Re: [PATCH 2/3] perf: arm_spe: Disable buffer before writing to PMBPTR_EL1 or PMBSR_EL1

From: James Clark
Date: Mon Jul 21 2025 - 09:20:30 EST




On 14/07/2025 9:58 am, Leo Yan wrote:
Hi Alexandru,

On Wed, Jul 09, 2025 at 11:08:57AM +0100, Alexandru Elisei wrote:

[...]

case SPE_PMU_BUF_FAULT_ACT_OK:
/*
@@ -679,18 +692,14 @@ static irqreturn_t arm_spe_pmu_irq_handler(int irq, void *dev)
* PMBPTR might be misaligned, but we'll burn that bridge
* when we get to it.
*/
- if (!(handle->aux_flags & PERF_AUX_FLAG_TRUNCATED)) {
+ if (!(handle->aux_flags & PERF_AUX_FLAG_TRUNCATED))
arm_spe_perf_aux_output_begin(handle, event);
- isb();

I am a bit suspecious we can remove this isb().

As a reference to the software usage PKLXF in Arm ARM (DDI 0487 L.a),
after enable TRBE trace unit, an ISB is mandatory.

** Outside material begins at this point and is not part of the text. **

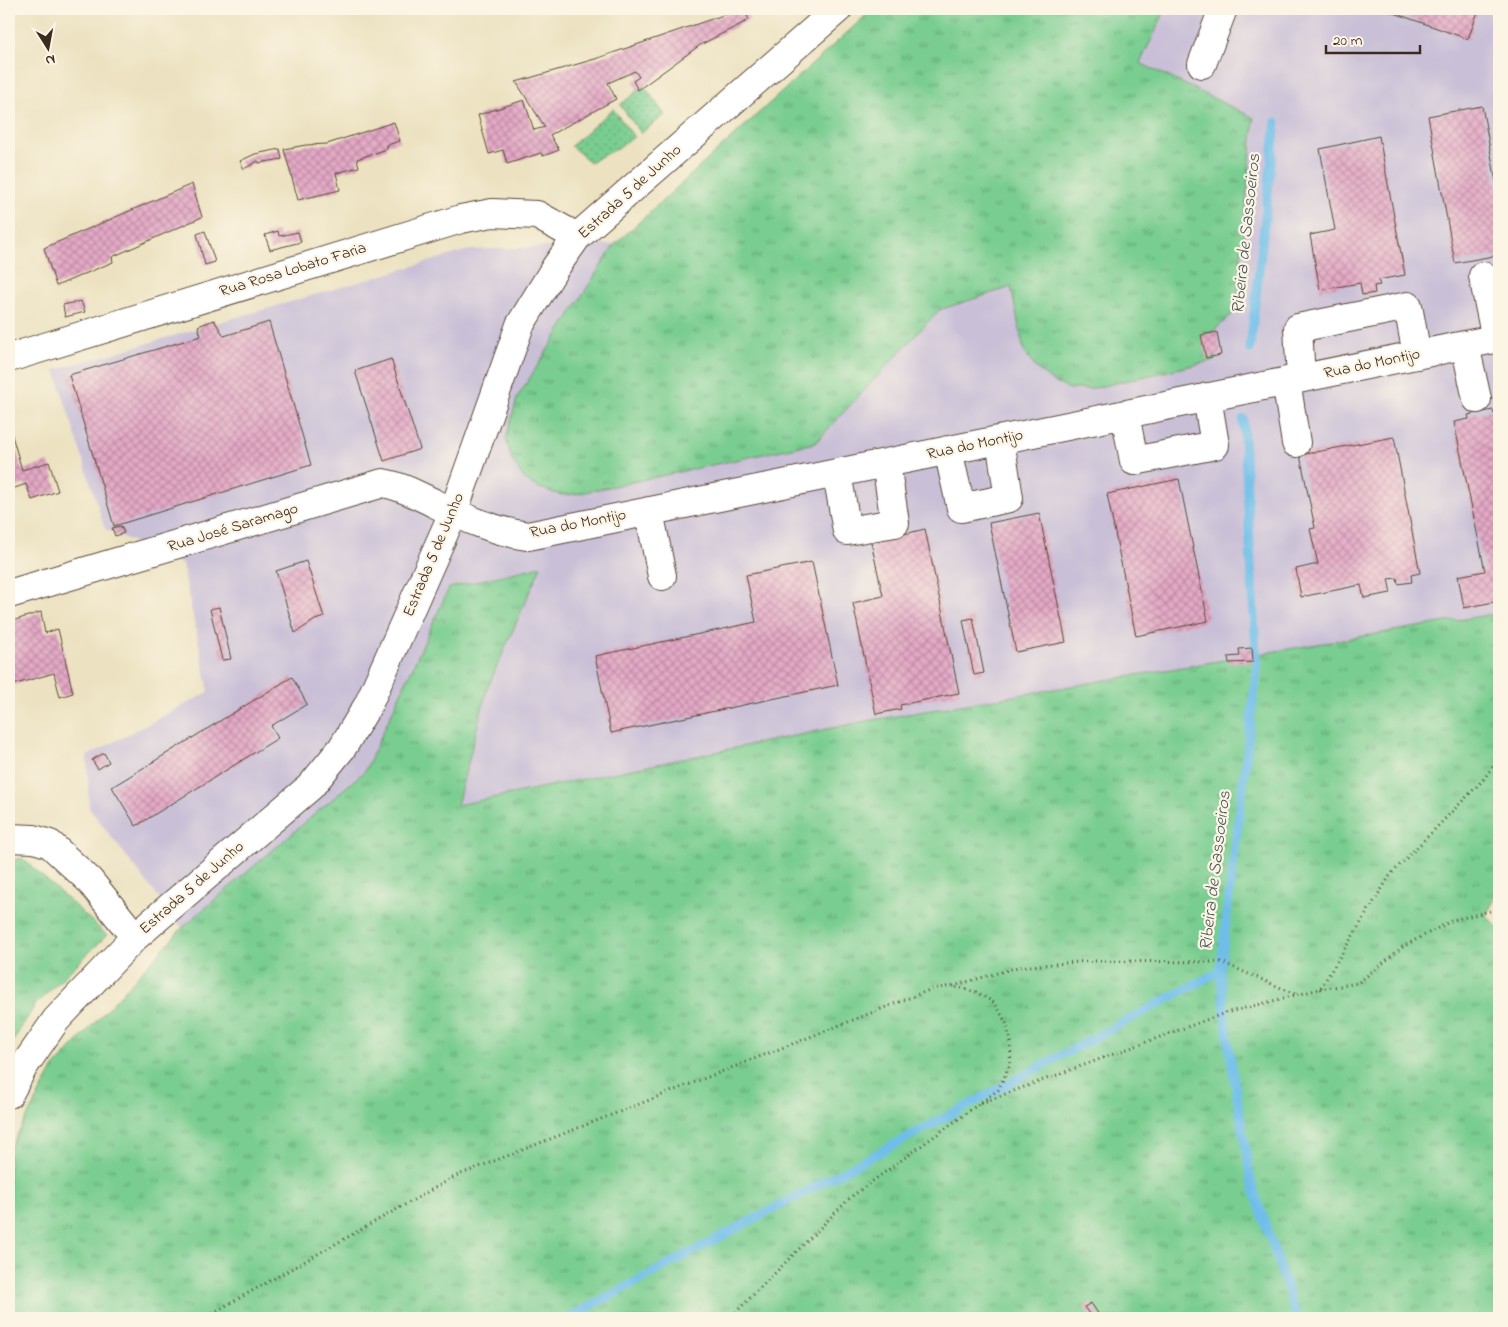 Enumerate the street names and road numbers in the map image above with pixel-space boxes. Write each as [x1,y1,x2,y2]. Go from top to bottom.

Maybe check a bit
for this?

Wasn't this isb() to separate the programming of the registers with the
status register clear at the end of this function to enable profiling?

Enabling profiling buffer followed an isb() is not only for separating
other register programming.

As described in section D17.9, Synchronization and Statistical Profiling
in Arm ARM:

"A Context Synchronization event guarantees that a direct write to a
System register made by the PE in program order before the Context
synchronization event are observable by indirect reads and indirect
writes of the same System register made by a profiling operation
relating to a sampled operation in program order after the Context
synchronization event."

My understanding is: after the ARM SPE profiling is enabled, the
followed ISB is a Synchronization to make sure the system register
values are observed by SPE. And we cannot rely on ERET, especially if
we are tracing the kernel mode.

Thought about this some more.

Before:

arm_spe_pmu_buf_get_fault_act:
<drain buffer>
ISB
arm_spe_perf_aux_output_begin:
PMBLIMITR_EL1.E = 1
ISB
PMBSR_EL1.S = 0
ERET

Now:

PMBLIMITR_EL1 = 0
ISB

PMBSR_EL1.S = 0
arm_spe_perf_aux_output_begin:
ISB
PMBLIMITR_EL1.E = 1
ERET

I don't see much of a difference between the two sequences - the point after
which we can be sure that profiling is enabled remains the ERET from the
exception return. The only difference is that, before this change, the ERET
synchronized clearing the PMBSR_EL1.S bit, now it synchronizes setting the
PMBLIMITR_EL1.E bit.

Thoughts?

To make the discussion easier, I'll focus on the trace enabling flow
in this reply.

My understanding of a sane flow would be:

arm_spe_pmu_irq_handler() {
arm_spe_perf_aux_output_begin() {
SYS_PMBPTR_EL1 = base;

ISB // Synchronization between SPE register setting and
// enabling profiling buffer.
PMBLIMITR_EL1.E = 1;
}
ISB // Context synchronization event to ensure visibility to SPE
}

... start trace ... (Bottom half, e.g., softirq, etc)

ERET

In the current code, arm_spe_perf_aux_output_begin() is followed by an
ISB, which serves as a context synchronization event to ensure
visibility to the SPE. After that, it ensures that the trace unit will
function correctly.


But I think Alex's point is that in the existing code the thing that finally enables trace (PMBSR_EL1.S = 0) isn't followed by an isb(), only an ERET. So the new flow isn't any different in that regard.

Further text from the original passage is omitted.